Source data START

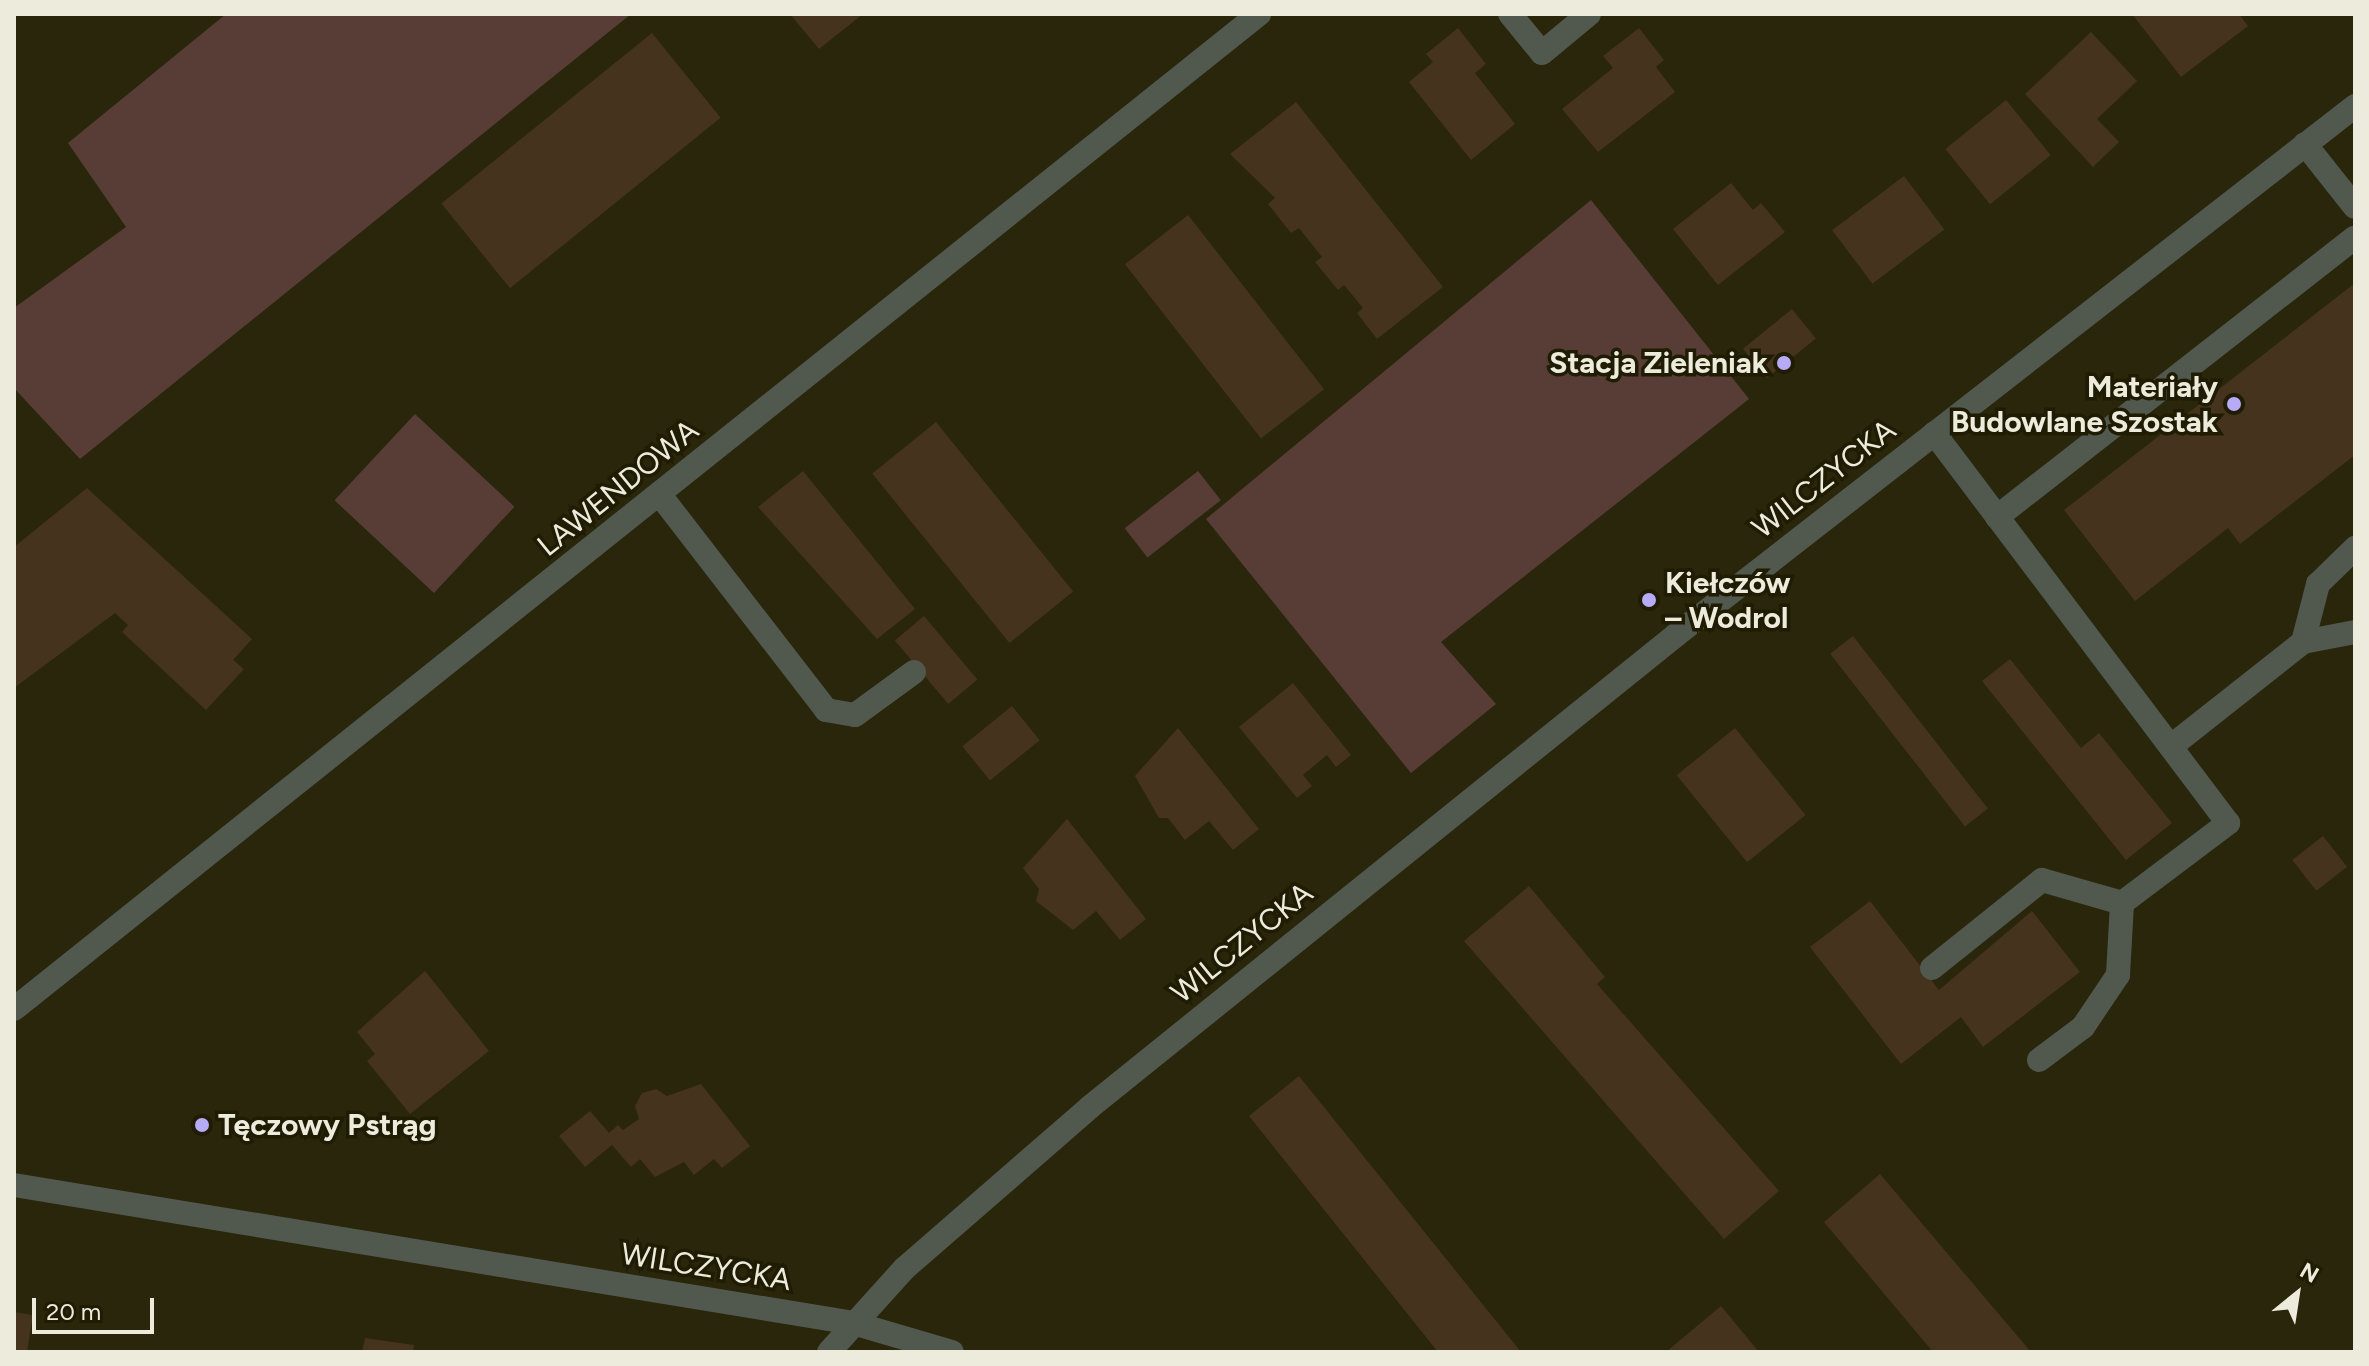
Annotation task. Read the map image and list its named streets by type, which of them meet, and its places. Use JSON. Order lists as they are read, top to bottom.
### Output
{
  "streets": {
    "street": ["WILCZYCKA", "LAWENDOWA"]
  },
  "places": [
    "Stacja Zieleniak",
    "Materiały Budowlane Szostak",
    "Kiełczów – Wodrol",
    "Tęczowy Pstrąg"
  ],
  "scale_bar": "20 m",
  "north": "top right"
}
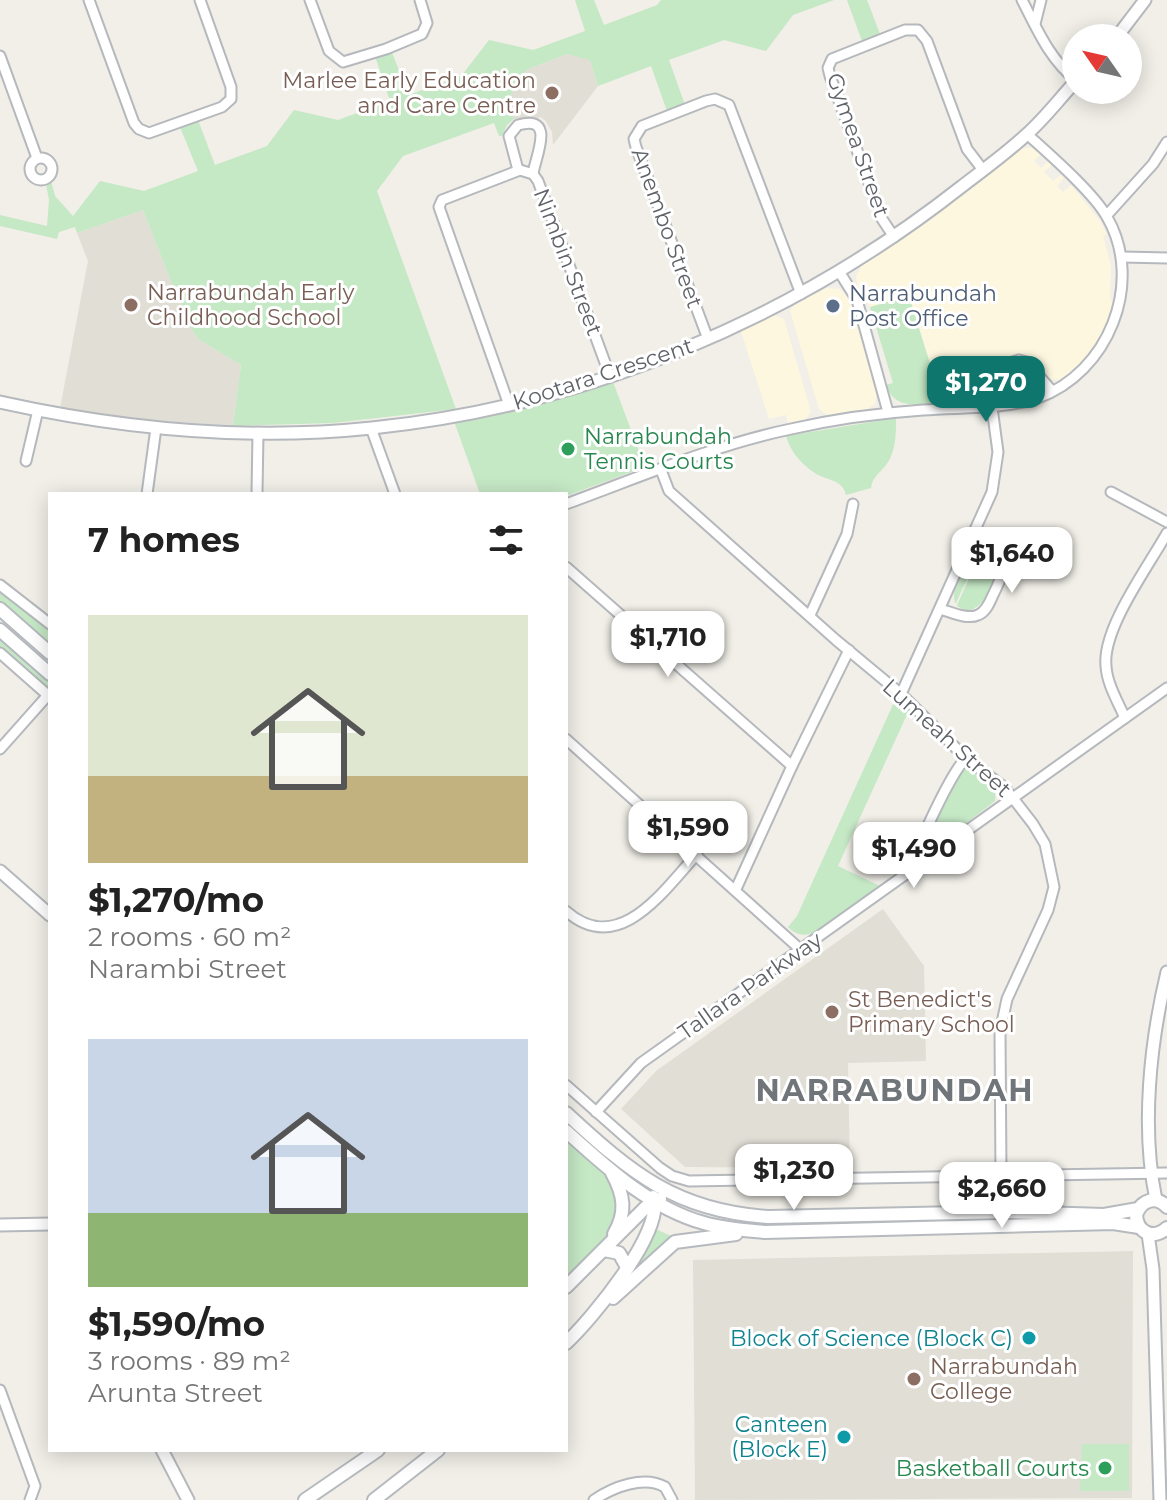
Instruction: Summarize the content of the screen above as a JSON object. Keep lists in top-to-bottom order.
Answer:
{
  "streets": {
    "street": [
      "Gymea Street",
      "Anembo Street",
      "Nimbin Street",
      "Kootara Crescent",
      "Lumeah Street",
      "Tallara Parkway"
    ]
  },
  "crossings": [
    ["Gymea Street", "Kootara Crescent"],
    ["Anembo Street", "Kootara Crescent"],
    ["Nimbin Street", "Kootara Crescent"],
    ["Lumeah Street", "Tallara Parkway"]
  ],
  "districts": ["NARRABUNDAH"],
  "places": [
    "Marlee Early Education and Care Centre",
    "Narrabundah Early Childhood School",
    "Narrabundah Post Office",
    "Narrabundah Tennis Courts",
    "St Benedict's Primary School",
    "Block of Science (Block C)",
    "Narrabundah College",
    "Canteen (Block E)",
    "Basketball Courts"
  ],
  "north": "top left",
  "page": {
    "price": [
      "$1,270",
      "$1,640",
      "$1,710",
      "$1,590",
      "$1,490",
      "$1,230",
      "$2,660"
    ],
    "heading": "7 homes",
    "list": [
      {
        "name": "$1,270/mo",
        "note": "2 rooms · 60 m² · Narambi Street"
      },
      {
        "name": "$1,590/mo",
        "note": "3 rooms · 89 m² · Arunta Street"
      }
    ]
  }
}
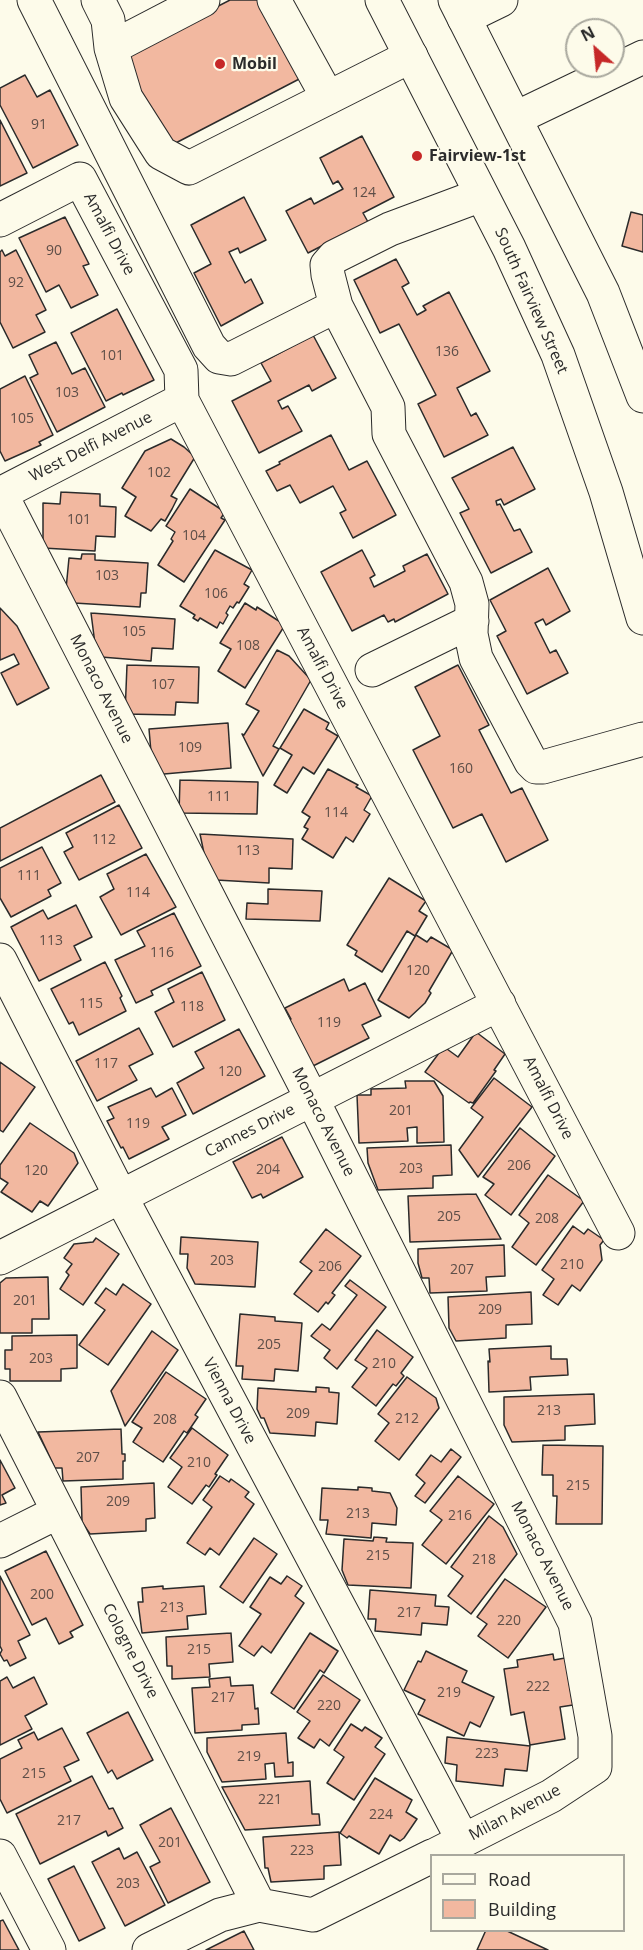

Source data END

» Action item: Your answer should be the lines of the records that hold the string "JSON".

» Response:
Annotation task. Read the map image and list its named streets by type, which of them meet, and its places. Use JSON. Order lists as they are read, top to bottom.
Instruction: Summarize the content of the screen above as a JSON object. Keep lists in top-to-bottom order.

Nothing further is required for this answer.